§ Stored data
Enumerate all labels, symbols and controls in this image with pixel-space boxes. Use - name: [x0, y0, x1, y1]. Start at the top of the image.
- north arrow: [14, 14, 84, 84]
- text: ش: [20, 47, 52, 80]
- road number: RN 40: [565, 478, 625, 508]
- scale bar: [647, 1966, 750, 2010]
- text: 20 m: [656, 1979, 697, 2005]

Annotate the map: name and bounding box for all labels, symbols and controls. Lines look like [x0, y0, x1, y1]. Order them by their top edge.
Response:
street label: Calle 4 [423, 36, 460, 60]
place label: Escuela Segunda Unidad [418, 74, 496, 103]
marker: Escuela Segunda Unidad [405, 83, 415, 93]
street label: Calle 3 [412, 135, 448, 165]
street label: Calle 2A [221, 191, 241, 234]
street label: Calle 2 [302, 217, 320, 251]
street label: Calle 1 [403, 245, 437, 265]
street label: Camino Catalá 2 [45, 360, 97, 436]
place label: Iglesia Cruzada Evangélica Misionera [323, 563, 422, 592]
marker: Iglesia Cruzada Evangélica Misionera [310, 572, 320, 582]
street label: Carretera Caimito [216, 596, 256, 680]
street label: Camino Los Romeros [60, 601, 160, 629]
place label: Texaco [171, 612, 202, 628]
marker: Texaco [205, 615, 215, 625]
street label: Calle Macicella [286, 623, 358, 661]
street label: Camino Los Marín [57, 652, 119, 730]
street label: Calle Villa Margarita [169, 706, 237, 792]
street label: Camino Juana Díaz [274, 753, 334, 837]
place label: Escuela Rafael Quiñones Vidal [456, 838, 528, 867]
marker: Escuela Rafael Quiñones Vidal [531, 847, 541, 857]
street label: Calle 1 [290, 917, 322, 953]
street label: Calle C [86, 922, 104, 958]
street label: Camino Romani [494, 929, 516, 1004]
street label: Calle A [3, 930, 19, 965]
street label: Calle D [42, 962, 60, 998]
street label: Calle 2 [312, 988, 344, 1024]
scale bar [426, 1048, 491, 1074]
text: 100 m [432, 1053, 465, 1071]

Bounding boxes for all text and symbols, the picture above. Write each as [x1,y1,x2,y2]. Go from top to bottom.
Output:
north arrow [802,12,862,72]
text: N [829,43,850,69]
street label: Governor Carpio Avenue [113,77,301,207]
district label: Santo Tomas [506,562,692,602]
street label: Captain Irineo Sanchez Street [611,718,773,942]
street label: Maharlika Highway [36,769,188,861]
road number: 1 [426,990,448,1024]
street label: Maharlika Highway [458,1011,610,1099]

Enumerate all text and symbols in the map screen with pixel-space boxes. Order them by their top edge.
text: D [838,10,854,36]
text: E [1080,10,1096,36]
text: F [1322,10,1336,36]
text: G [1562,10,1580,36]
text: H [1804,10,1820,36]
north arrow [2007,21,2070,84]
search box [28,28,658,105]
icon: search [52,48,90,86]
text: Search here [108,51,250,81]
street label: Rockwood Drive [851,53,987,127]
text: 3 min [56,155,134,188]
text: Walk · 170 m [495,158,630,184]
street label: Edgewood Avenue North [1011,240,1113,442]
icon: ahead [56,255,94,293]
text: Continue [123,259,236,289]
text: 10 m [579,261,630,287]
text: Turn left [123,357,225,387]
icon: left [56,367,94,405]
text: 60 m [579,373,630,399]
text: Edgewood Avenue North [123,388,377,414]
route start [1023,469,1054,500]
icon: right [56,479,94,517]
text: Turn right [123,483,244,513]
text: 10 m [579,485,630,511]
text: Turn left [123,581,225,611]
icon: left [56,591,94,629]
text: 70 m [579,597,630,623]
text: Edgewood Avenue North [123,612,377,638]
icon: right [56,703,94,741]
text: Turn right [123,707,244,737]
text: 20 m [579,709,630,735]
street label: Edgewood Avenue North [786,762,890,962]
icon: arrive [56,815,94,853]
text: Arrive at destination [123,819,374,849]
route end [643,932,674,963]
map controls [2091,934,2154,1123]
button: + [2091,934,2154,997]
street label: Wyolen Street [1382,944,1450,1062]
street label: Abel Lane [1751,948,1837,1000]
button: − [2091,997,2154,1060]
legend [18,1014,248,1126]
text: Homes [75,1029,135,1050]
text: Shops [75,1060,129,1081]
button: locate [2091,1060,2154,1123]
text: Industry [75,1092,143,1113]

§ Exercise prompt
Word for word, transcribe all of the records.

§ Completed exercise
Enumerate all labels, symbols and controls in this image with pixel-space boxes. Use - name: [x0, y0, x1, y1]. Start at the top of the image.
- north arrow: [14, 14, 84, 84]
- text: ش: [20, 47, 52, 80]
- road number: RN 40: [565, 478, 625, 508]
- scale bar: [647, 1966, 750, 2010]
- text: 20 m: [656, 1979, 697, 2005]

Annotate the map: name and bounding box for all labels, symbols and controls. Lines look like [x0, y0, x1, y1]. Order them by their top edge.
Response:
street label: Calle 4 [423, 36, 460, 60]
place label: Escuela Segunda Unidad [418, 74, 496, 103]
marker: Escuela Segunda Unidad [405, 83, 415, 93]
street label: Calle 3 [412, 135, 448, 165]
street label: Calle 2A [221, 191, 241, 234]
street label: Calle 2 [302, 217, 320, 251]
street label: Calle 1 [403, 245, 437, 265]
street label: Camino Catalá 2 [45, 360, 97, 436]
place label: Iglesia Cruzada Evangélica Misionera [323, 563, 422, 592]
marker: Iglesia Cruzada Evangélica Misionera [310, 572, 320, 582]
street label: Carretera Caimito [216, 596, 256, 680]
street label: Camino Los Romeros [60, 601, 160, 629]
place label: Texaco [171, 612, 202, 628]
marker: Texaco [205, 615, 215, 625]
street label: Calle Macicella [286, 623, 358, 661]
street label: Camino Los Marín [57, 652, 119, 730]
street label: Calle Villa Margarita [169, 706, 237, 792]
street label: Camino Juana Díaz [274, 753, 334, 837]
place label: Escuela Rafael Quiñones Vidal [456, 838, 528, 867]
marker: Escuela Rafael Quiñones Vidal [531, 847, 541, 857]
street label: Calle 1 [290, 917, 322, 953]
street label: Calle C [86, 922, 104, 958]
street label: Camino Romani [494, 929, 516, 1004]
street label: Calle A [3, 930, 19, 965]
street label: Calle D [42, 962, 60, 998]
street label: Calle 2 [312, 988, 344, 1024]
scale bar [426, 1048, 491, 1074]
text: 100 m [432, 1053, 465, 1071]

Bounding boxes for all text and symbols, the picture above. Write each as [x1,y1,x2,y2]. Go from top to bottom.
Output:
north arrow [802,12,862,72]
text: N [829,43,850,69]
street label: Governor Carpio Avenue [113,77,301,207]
district label: Santo Tomas [506,562,692,602]
street label: Captain Irineo Sanchez Street [611,718,773,942]
street label: Maharlika Highway [36,769,188,861]
road number: 1 [426,990,448,1024]
street label: Maharlika Highway [458,1011,610,1099]

Enumerate all text and symbols in the map screen with pixel-space boxes. Order them by their top edge.
text: D [838,10,854,36]
text: E [1080,10,1096,36]
text: F [1322,10,1336,36]
text: G [1562,10,1580,36]
text: H [1804,10,1820,36]
north arrow [2007,21,2070,84]
search box [28,28,658,105]
icon: search [52,48,90,86]
text: Search here [108,51,250,81]
street label: Rockwood Drive [851,53,987,127]
text: 3 min [56,155,134,188]
text: Walk · 170 m [495,158,630,184]
street label: Edgewood Avenue North [1011,240,1113,442]
icon: ahead [56,255,94,293]
text: Continue [123,259,236,289]
text: 10 m [579,261,630,287]
text: Turn left [123,357,225,387]
icon: left [56,367,94,405]
text: 60 m [579,373,630,399]
text: Edgewood Avenue North [123,388,377,414]
route start [1023,469,1054,500]
icon: right [56,479,94,517]
text: Turn right [123,483,244,513]
text: 10 m [579,485,630,511]
text: Turn left [123,581,225,611]
icon: left [56,591,94,629]
text: 70 m [579,597,630,623]
text: Edgewood Avenue North [123,612,377,638]
icon: right [56,703,94,741]
text: Turn right [123,707,244,737]
text: 20 m [579,709,630,735]
street label: Edgewood Avenue North [786,762,890,962]
icon: arrive [56,815,94,853]
text: Arrive at destination [123,819,374,849]
route end [643,932,674,963]
map controls [2091,934,2154,1123]
button: + [2091,934,2154,997]
street label: Wyolen Street [1382,944,1450,1062]
street label: Abel Lane [1751,948,1837,1000]
button: − [2091,997,2154,1060]
legend [18,1014,248,1126]
text: Homes [75,1029,135,1050]
text: Shops [75,1060,129,1081]
button: locate [2091,1060,2154,1123]
text: Industry [75,1092,143,1113]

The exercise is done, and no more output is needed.